Quite recently the ever-evolving Vicky Kaushal was seen in a film Raazi where the Pakistani military officers were shown to be such angels of mercy we all felt guilty for portraying them as villains in our films.
Uri The Surgical Strikes , a jolting reminder of India’s surgical strikes against Pakistan in 2016 doesn’t mince word nor does it hedge around the problem pretending that the tensions between the two countries forever threatening escalate into an open war , don’t exist.It acknowledges and identifies the beast. Then kills it.
Yuri, the film on the surgical strike that shook the world, is the first attempt to look at Indo-Pak relations in the light of the hostility that exists at the border. The trailer shows us a dark brooding intense world governed by a borderline ferocity which precludes the artificial sweetness that is injected into films about the two countries.
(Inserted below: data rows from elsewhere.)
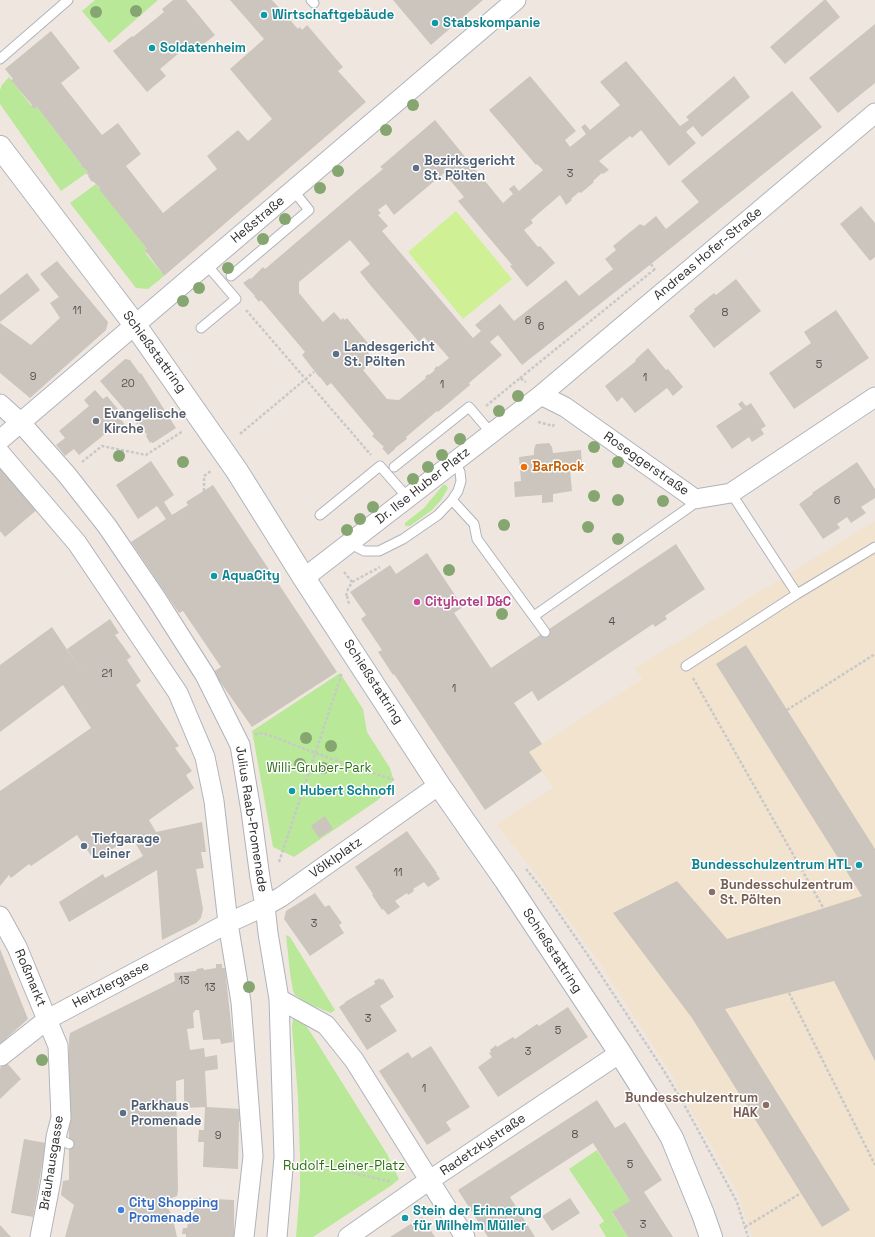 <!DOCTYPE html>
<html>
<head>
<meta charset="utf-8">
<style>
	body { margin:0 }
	canvas { display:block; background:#efe7df }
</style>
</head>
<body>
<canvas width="875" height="1237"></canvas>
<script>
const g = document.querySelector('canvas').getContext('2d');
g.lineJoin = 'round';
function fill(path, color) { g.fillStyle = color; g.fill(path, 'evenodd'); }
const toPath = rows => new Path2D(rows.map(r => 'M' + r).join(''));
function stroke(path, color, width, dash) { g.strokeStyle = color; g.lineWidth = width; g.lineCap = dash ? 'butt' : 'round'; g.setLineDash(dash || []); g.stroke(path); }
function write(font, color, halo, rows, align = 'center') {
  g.font = font + ' "Space Grotesk",sans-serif'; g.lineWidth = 3; g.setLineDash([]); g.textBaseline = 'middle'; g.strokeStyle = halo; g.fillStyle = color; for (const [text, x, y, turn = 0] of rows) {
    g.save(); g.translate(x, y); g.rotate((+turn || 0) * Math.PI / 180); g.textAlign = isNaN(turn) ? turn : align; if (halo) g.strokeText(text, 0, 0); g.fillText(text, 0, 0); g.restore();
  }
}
const education = toPath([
	[875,521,875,1237,752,1237,738,1194,671,1074,601,965,530,867,496,824,553,788,529,752,642,679,635,668]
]);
const green = toPath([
	[95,0,158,0,109,43,82,11],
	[9,77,34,109,37,107,81,164,80,165,88,172,61,191,0,104,0,90,2,85],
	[96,184,147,249,144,251,164,276,148,289,136,288,70,203],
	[443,485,446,485,448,488,447,490,441,500,432,510,410,526,405,526,405,523,424,508],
	[340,673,363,709,367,732,390,768,393,778,390,787,378,800,294,857,273,847,252,731],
	[286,935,290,937,335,1010,331,1013,309,1004,295,995,293,991,290,973],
	[296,1018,304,1023,311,1033,387,1154,399,1179,392,1185,313,1237,296,1237,300,1189,300,1157,298,1097,292,1027,293,1019],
	[597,1150,630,1201,612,1213,628,1237,606,1237,599,1225,604,1221,569,1169]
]);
const pitch = toPath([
	[456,211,512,279,463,319,408,252]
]);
const building = toPath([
	[173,0,186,0,215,35,195,51,190,44,160,69,166,76,147,92,113,51,132,36,133,37,164,12,162,9],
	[230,0,272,0,298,29,300,27,302,30,307,25,343,67,338,71,366,102,164,276,148,254,144,251,147,249,99,189,100,188,93,181,92,182,88,176,89,176,86,173,88,172,80,165,81,164,37,107,34,109,31,106,32,105,11,80,13,79,5,69,51,31,80,68,61,83,102,135,118,123,141,154,126,166,163,213,217,169,207,156,238,130,248,141,272,119,230,69,264,39],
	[393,0,483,0,431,45],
	[824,0,826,0,840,17,785,64,770,47],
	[875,24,875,83,838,113,809,78],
	[626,61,680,126,689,120,686,117,734,76,750,97,702,137,693,126,686,132,696,143,669,166,641,130,632,138,630,136,599,161,609,170,603,174,602,173,593,181,594,182,581,193,579,192,571,199,572,200,566,205,560,195,531,220,533,223,524,230,538,247,540,246,555,263,527,287,510,266,512,265,458,201,464,197,444,173,394,215,386,204,378,210,381,213,378,215,388,226,382,231,473,338,481,331,475,325,500,304,514,321,566,280,579,296,613,269,605,259,616,250,613,246,640,224,644,226,656,216,666,229,699,202,681,181,792,91,822,127,651,264,522,365,498,335,490,342,502,355,469,383,470,385,438,412,437,411,406,437,407,439,395,448,395,449,388,455,382,448,384,447,372,436,374,434,331,383,327,386,320,377,319,377,302,355,305,352,261,300,259,302,254,296,255,296,243,283,250,278,251,279,263,267,265,269,360,188,383,169,380,167,435,120,503,203,513,194,509,189,514,185,519,191,543,170,537,164,536,165,489,110,530,76,576,131,565,140,570,147,586,134,581,127,585,124,590,130,620,105,600,82],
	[350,240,370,264,360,272,371,286,419,342,424,337,431,345,436,343,449,358,438,367,437,366,434,369,435,370,429,375,428,374,425,377,426,378,399,400,387,399,363,370,375,360,366,350,371,347,347,318,345,320,343,318,341,320,334,312,323,322,299,293,299,282],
	[861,206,875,223,875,257,870,261,840,224],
	[57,261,108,322,106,330,30,398,0,373,0,323,31,345,60,318,50,303,59,297,40,274],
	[27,273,40,290,0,322,0,295],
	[736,279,761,311,714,348,689,316,695,311,694,309,714,293,716,295],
	[836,310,869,358,794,409,769,373,811,343,804,332],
	[648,348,666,370,668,369,683,387,673,396,667,388,635,413,622,397,617,402,605,386,636,361,635,360],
	[125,359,130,360,140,374,141,373,176,428,153,443,151,442,150,443,146,436,147,435,139,423,137,424,100,381],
	[95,390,103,399,107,396,122,414,118,416,126,426,115,435,110,430,79,455,74,449,65,456,56,445,65,438,59,431,89,406,84,400],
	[742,401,746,406,751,403,766,426,761,429,764,434,752,442,749,437,732,449,716,426,742,409,738,404],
	[549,443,552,447,553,453,581,450,582,468,570,469,572,491,553,494,553,502,542,503,542,495,515,497,514,482,521,481,519,457,534,455,534,449,536,444],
	[151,461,174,495,164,502,172,515,188,505,186,502,213,485,337,672,252,727,213,672,221,667,183,611,179,613,131,542,166,519,157,506,138,519,116,485],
	[0,462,39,508,5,537,0,531],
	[857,462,875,489,875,498,861,507,866,513,851,523,847,517,837,524,840,528,823,539,799,504,813,494,812,493],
	[676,544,705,589,665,616,667,619,655,627,653,624,538,701,532,691,514,703,542,744,529,752,542,771,485,810,394,674,393,675,378,652,382,650,361,619,366,615,350,592,390,565,396,574,427,553,463,607,454,613,491,668],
	[110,619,119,633,115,635,131,657,127,660,141,681,136,685,179,746,175,748,192,771,186,775,194,788,149,820,156,832,202,822,206,852,201,852,204,868,196,869,203,909,201,918,196,923,162,940,157,870,69,922,59,902,103,874,105,878,143,856,132,837,94,860,77,835,31,866,29,864,11,878,9,875,0,886,0,791,91,728,63,685,0,732,0,665,52,627,84,675,67,649],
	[746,645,875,849,875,1061,834,981,725,1009,850,1210,822,1227,692,1018,613,913,677,881,727,939,862,896,716,664],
	[325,816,333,829,319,838,311,826],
	[407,831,437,873,436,873,440,879,428,887,424,882,413,889,414,891,408,895,407,893,395,901,400,907,388,915,383,909,382,910,372,895,373,894,355,867],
	[315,893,325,907,329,905,342,923,339,925,344,933,310,956,284,919,286,911],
	[0,949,28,1019,0,1044],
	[216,964,222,964,222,968,225,968,233,1042,221,1044,220,1039,203,1040,199,1010,196,1010,193,1013,194,1028,187,1029,190,1050,204,1048,205,1057,217,1055,218,1069,205,1071,207,1107,241,1109,241,1122,239,1121,238,1169,203,1167,204,1142,198,1142,199,1130,204,1130,205,1107,184,1108,184,1079,176,1081,178,1191,177,1196,164,1201,172,1215,177,1237,65,1237,74,1205,61,1195,63,1181,69,1180,69,1040,70,1033,175,981,174,973,196,971,197,969,203,968,204,970,216,968],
	[380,978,381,980,383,979,394,997,380,1006,397,1031,367,1050,339,1007,345,1003,345,1002,375,984,374,981],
	[568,1007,588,1037,498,1097,478,1067,492,1057,489,1053,491,1052,490,1050,496,1045,497,1047,513,1037,515,1039,537,1024,539,1026],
	[431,1046,470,1107,446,1122,451,1130,427,1145,379,1071,408,1052,412,1058],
	[6,1062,21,1079,0,1099,0,1068],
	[597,1100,615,1128,625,1122,662,1180,644,1192,673,1237,628,1237,612,1212,630,1201,593,1143,510,1197,535,1237,488,1237,458,1190],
	[24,1139,46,1143,33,1217,11,1213],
	[193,1198,234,1200,234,1237,186,1237,186,1234,182,1234,183,1228,187,1228,188,1223,191,1223],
	[570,1198,580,1213,552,1231,542,1216],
	[422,1217,435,1237,390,1237],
	[0,1225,11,1237,0,1237]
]);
const path = toPath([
	[651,264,655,270],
	[246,310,371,455],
	[520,378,655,269],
	[486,406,520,378,526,382],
	[538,422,553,426,554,424],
	[240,434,314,372],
	[82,462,102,446,146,455,183,431],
	[204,491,204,476,211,471],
	[344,572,352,582,348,589,346,596],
	[352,582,380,567],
	[347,596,349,604],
	[693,678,824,909],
	[787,710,875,654],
	[255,735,259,733,269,735,315,753,394,780],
	[279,862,342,673],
	[526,869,542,889,587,954,664,1071,686,1108,737,1202,748,1237],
	[789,993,875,1165],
	[304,1162,392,1182],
	[745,1227,801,1193]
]);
const service = toPath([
	[311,0,314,3],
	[0,59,68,0],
	[231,276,309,210,293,190],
	[201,328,236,299,206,264],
	[394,467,469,407,492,434],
	[731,493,797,594],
	[452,500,474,524,477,539,545,632],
	[320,515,380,466,408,498],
	[349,543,364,551,379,551,403,539,438,515,452,500,458,491,461,481,460,472,455,462],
	[534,616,691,506,695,499],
	[686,666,797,594,875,547],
	[56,1137,69,1144]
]);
const minor = toPath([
	[541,395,565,407,695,499,731,493,875,397],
	[0,404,21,423,67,475,107,526,156,598,205,675,240,745,251,811,260,878,265,906,268,933,279,999,284,1157,277,1237],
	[0,440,516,0],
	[0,453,77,543,178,693,205,757,214,801,228,923,241,1002,253,1156,244,1237],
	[304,578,541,395,875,113],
	[0,916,17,947,58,1046,61,1118,56,1137,51,1180,40,1237],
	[279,999,326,1025,354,1060,465,1237],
	[1,1056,48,1019,228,923,265,906,281,897,439,785],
	[348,1237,418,1188,620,1053]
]);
const secondary = toPath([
	[0,147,135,325,237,471,304,578,439,785,506,881,620,1053,649,1099,672,1138,703,1214,711,1237]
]);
const trees = [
	[136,11],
	[96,12],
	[413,105],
	[386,130],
	[338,171],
	[320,188],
	[285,219],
	[263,239],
	[228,268],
	[199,288],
	[183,301],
	[518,396],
	[499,411],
	[460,439],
	[594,447],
	[442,455],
	[119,456],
	[183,462],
	[618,462],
	[428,467],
	[413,479],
	[594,496],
	[618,500],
	[663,501],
	[373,507],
	[360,519],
	[504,525],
	[588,527],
	[347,530],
	[618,539],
	[449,570],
	[502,614],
	[306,738],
	[331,746],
	[300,764],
	[323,768],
	[249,987],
	[42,1060]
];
const markers = [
	[264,15,4,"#0f9aa8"],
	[435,23,4,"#0f9aa8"],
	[152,48,4,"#0f9aa8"],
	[416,168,4,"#5c6f8a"],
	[336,354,4,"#5c6f8a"],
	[96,421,4,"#6b7280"],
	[524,467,4,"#e8710a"],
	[214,576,4,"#0f9aa8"],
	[417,602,4,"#d1479c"],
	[292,791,4,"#0f9aa8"],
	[84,846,4,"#5c6f8a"],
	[859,865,4,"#0f9aa8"],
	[712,892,4,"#8d6e63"],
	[766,1105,4,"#8d6e63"],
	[123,1113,4,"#5c6f8a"],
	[121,1210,4,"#3f7fe0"],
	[405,1218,4,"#0f9aa8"]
];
const numberNames = [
	["3",570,174],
	["11",77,311],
	["8",725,313],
	["6",528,321],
	["6",541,327],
	["5",819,365],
	["9",33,377],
	["1",645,378],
	["20",128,384],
	["1",442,385],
	["6",837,501],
	["4",612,622],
	["21",107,674],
	["1",454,689],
	["11",398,873],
	["3",314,924],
	["13",184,981],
	["13",210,988],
	["3",368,1019],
	["5",558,1031],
	["3",528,1052],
	["1",424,1089],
	["8",575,1135],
	["9",218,1136],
	["5",630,1165],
	["3",643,1225]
];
const cultureNames = [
	["Wirtschaftgebäude",272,15],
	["Stabskompanie",443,23],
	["Soldatenheim",160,48],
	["AquaCity",222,576],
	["Hubert Schnofl",300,791],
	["Bundesschulzentrum HTL",851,865,"right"],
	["Stein der Erinnerung",413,1211],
	["für Wilhelm Müller",413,1226]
];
const serviceNames = [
	["Bezirksgericht",424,161],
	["St. Pölten",424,176],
	["Landesgericht",344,347],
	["St. Pölten",344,362],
	["Tiefgarage",92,839],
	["Leiner",92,854],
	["Parkhaus",131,1106],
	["Promenade",131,1121]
];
const streetNames = [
	["Heßstraße",258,220,-40],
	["Andreas Hofer-Straße",708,254,-40],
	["Schießstattring",154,352,54],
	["Roseggerstraße",646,464,35],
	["Dr. Ilse Huber Platz",423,486,-38],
	["Schießstattring",373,682,57],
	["Julius Raab-Promenade",251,819,81],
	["Völklplatz",336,858,-35],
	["Schießstattring",552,951,57],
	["Roßmarkt",30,978,67],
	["Heitzlergasse",111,985,-28],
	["Radetzkystraße",483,1145,-34],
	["Bräuhausgasse",52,1163,-81]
];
const worshipNames = [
	["Evangelische",104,414],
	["Kirche",104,429]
];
const foodNames = [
	["BarRock",532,467]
];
const hotelNames = [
	["Cityhotel D&C",425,602]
];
const parkNames = [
	["Willi-Gruber-Park",319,768],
	["Rudolf-Leiner-Platz",344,1166]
];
const educationNames = [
	["Bundesschulzentrum",720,885],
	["St. Pölten",720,900],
	["Bundesschulzentrum",758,1098,"right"],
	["HAK",758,1113,"right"]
];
const shopNames = [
	["City Shopping",129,1203],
	["Promenade",129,1218]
];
fill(education, '#f1e3ce');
fill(green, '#b9e899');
fill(pitch, '#cff094');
fill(building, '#cbc5bd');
stroke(service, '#afb3bd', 11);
stroke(minor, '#afb3bd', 21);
stroke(secondary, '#afb3bd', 24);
stroke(path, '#c8c8c8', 2.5, [3, 2]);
stroke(service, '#fff', 9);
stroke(minor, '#fff', 19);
stroke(secondary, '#fff', 22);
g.fillStyle = '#85a670';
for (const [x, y] of trees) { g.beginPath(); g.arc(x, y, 6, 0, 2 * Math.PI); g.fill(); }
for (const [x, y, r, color] of markers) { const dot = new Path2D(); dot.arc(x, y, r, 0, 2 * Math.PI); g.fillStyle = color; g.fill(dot); stroke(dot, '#fff', 1.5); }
write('11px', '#545351', null, numberNames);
write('bold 13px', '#0d838f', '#fff', cultureNames, 'left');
write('bold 13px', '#4e5e75', '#fff', serviceNames, 'left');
write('13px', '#2d2d2d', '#fff', streetNames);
write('bold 13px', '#5b616d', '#fff', worshipNames, 'left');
write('bold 13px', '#c56008', '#fff', foodNames, 'left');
write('bold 13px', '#b23c85', '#fff', hotelNames, 'left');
write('13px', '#2f7016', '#fff', parkNames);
write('bold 13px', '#785e54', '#fff', educationNames, 'left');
write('bold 13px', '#366cbe', '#fff', shopNames, 'left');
</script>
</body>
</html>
As shown in the trailer,Indian soldiers are hurt angry and in retaliatory mood, none more so than Vicky Kaushal who swears vengeance for the Uri strike. Paresh Rawal playing some kind of a defence minister says, “This is the new Hindustan. It will hit back and hit back in the enemy’s frontyard.”
The trailer exhales a raw charred smoky energy. Here you won’t get the symmetrically arranged rows and rows of soldiers in nicely starched fatigues singing syrupy songs of desh bhakti. There is work to be done, soldiers’ lives to be saved, and those who have been martyred must have their deaths avenged. There are bereaved families waiting for justice.
Uri is a film that means business. And not once in the trailer did I see anyone taking a breather to hoist the Indian flag.
Gosh, this is not what we’ve been made to think war films to be. I don’t see Uri The Surgical Strikes releasing in our neighboring country. Unless a certain Sidhu intervenes.